---- Data shown
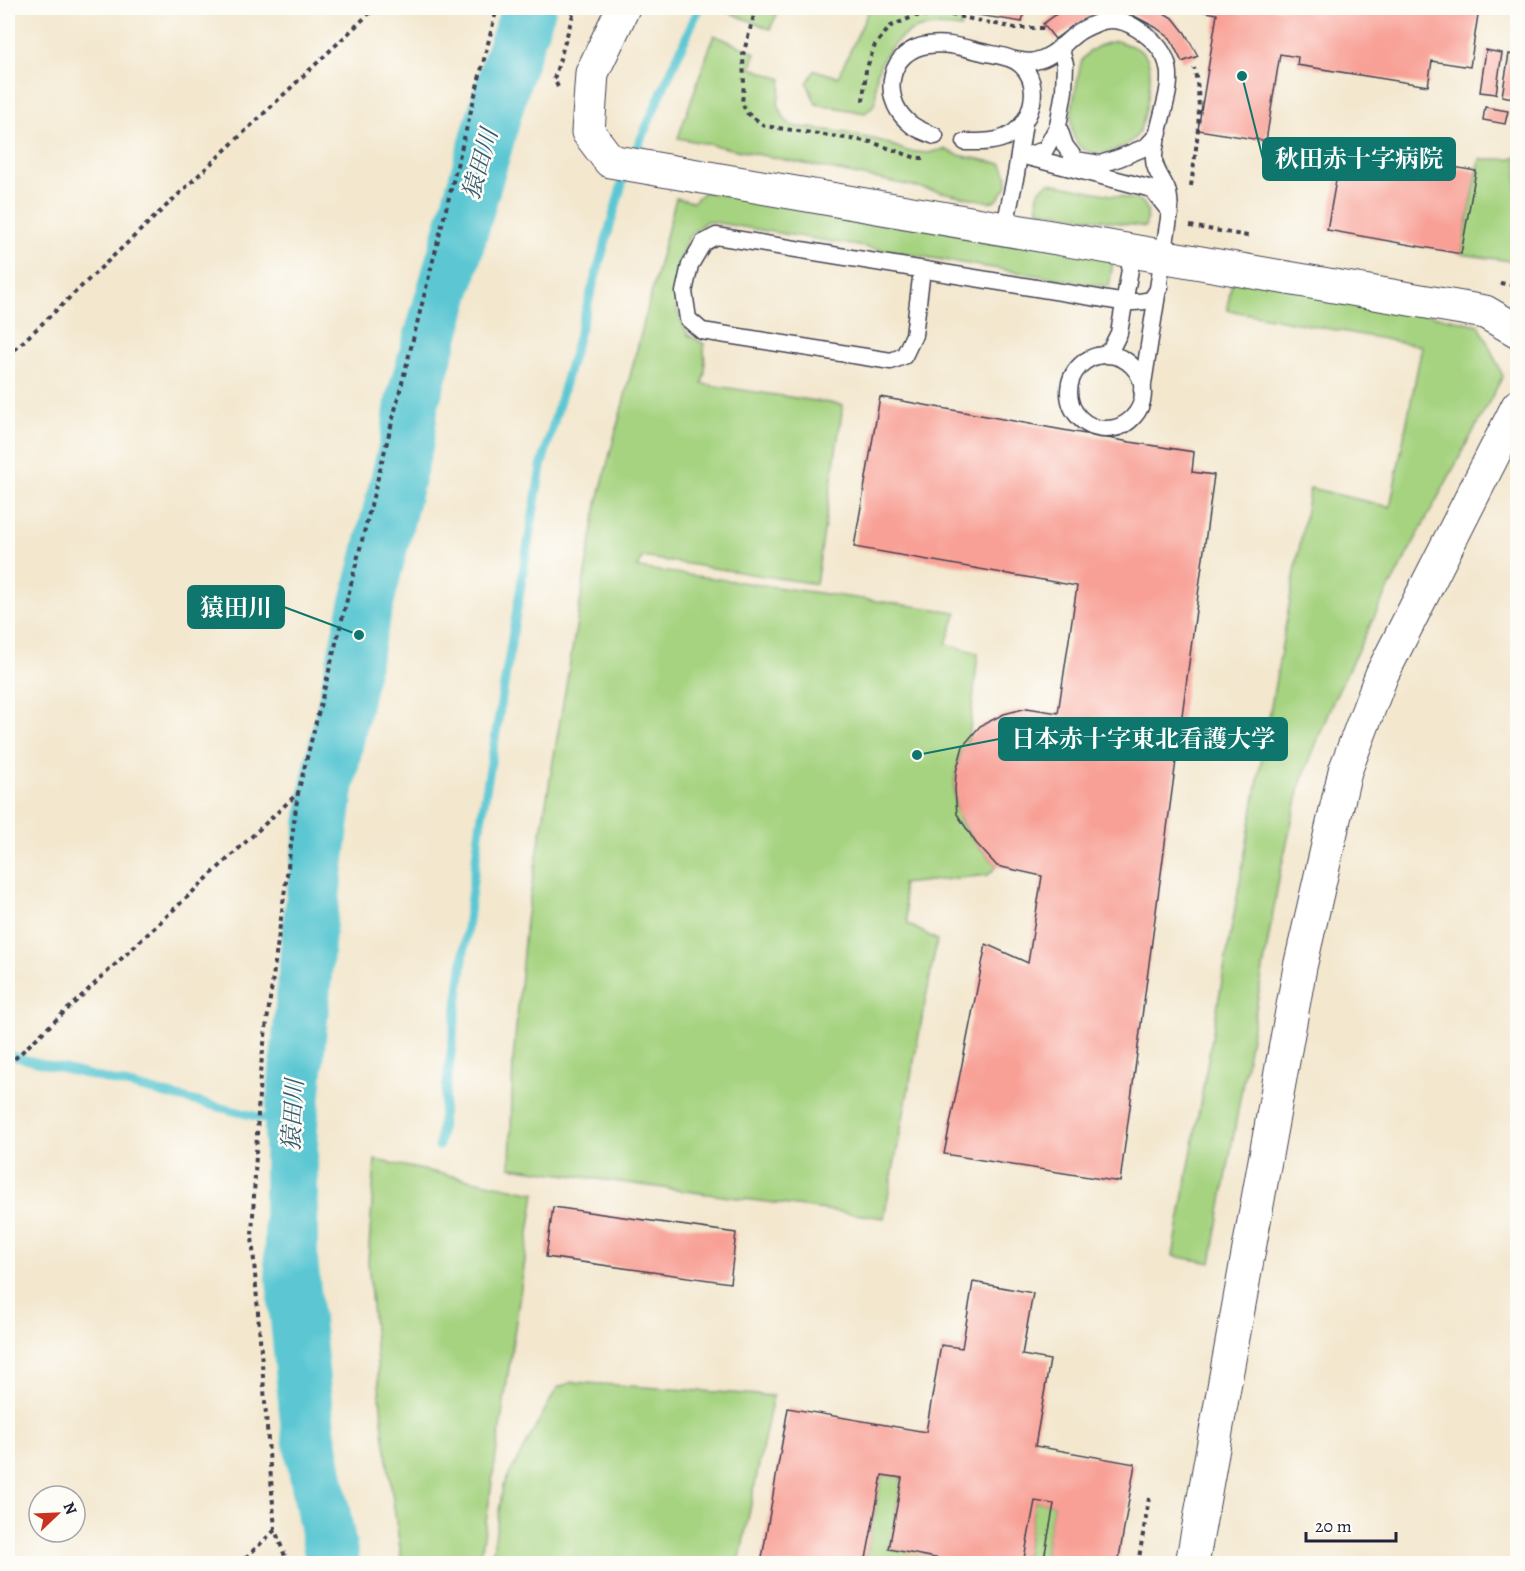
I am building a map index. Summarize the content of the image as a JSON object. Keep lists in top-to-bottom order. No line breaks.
{"water":["猿田川"],"places":["秋田赤十字病院","猿田川","日本赤十字東北看護大学"],"scale_bar":"20 m","north":"top right"}
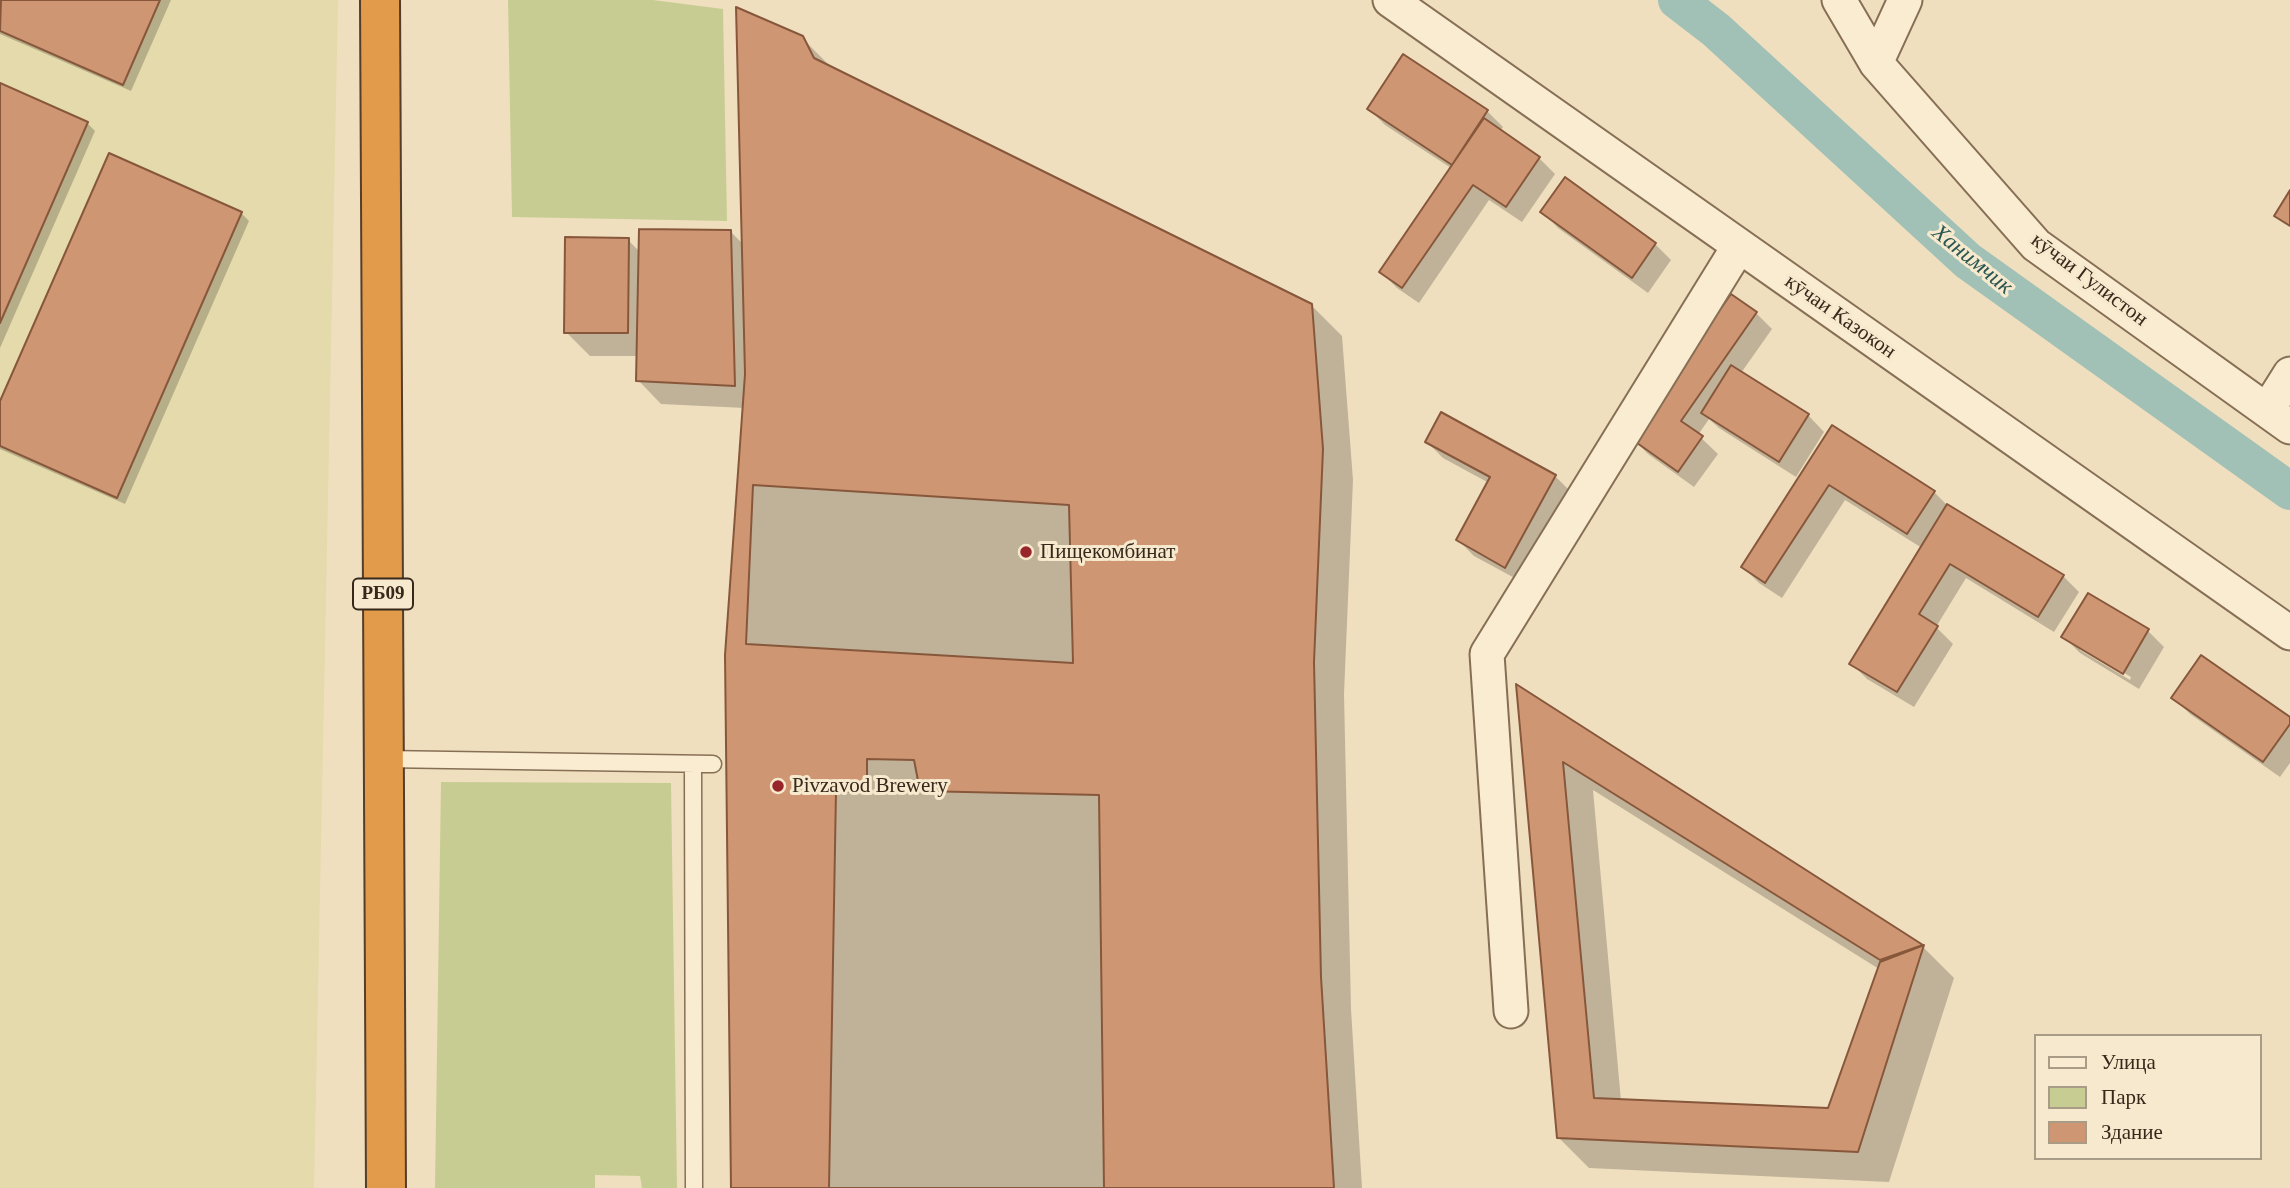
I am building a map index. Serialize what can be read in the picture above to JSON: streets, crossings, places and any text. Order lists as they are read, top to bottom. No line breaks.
{"streets":{"highway":["РБ09"],"street":["кӯчаи Гулистон","кӯчаи Казокон"]},"water":["Ханимчик"],"places":["Пищекомбинат","Pivzavod Brewery"],"legend":["Улица","Парк","Здание"]}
--------
_Action item_
Return the data above unchanged. Pictures are not part of the copy.

_Task answer_
I am building a map index. Summarize the content of the image as a JSON object. Keep lists in top-to-bottom order. No line breaks.
{"water":["猿田川"],"places":["秋田赤十字病院","猿田川","日本赤十字東北看護大学"],"scale_bar":"20 m","north":"top right"}
I am building a map index. Serialize what can be read in the picture above to JSON: streets, crossings, places and any text. Order lists as they are read, top to bottom. No line breaks.
{"streets":{"highway":["РБ09"],"street":["кӯчаи Гулистон","кӯчаи Казокон"]},"water":["Ханимчик"],"places":["Пищекомбинат","Pivzavod Brewery"],"legend":["Улица","Парк","Здание"]}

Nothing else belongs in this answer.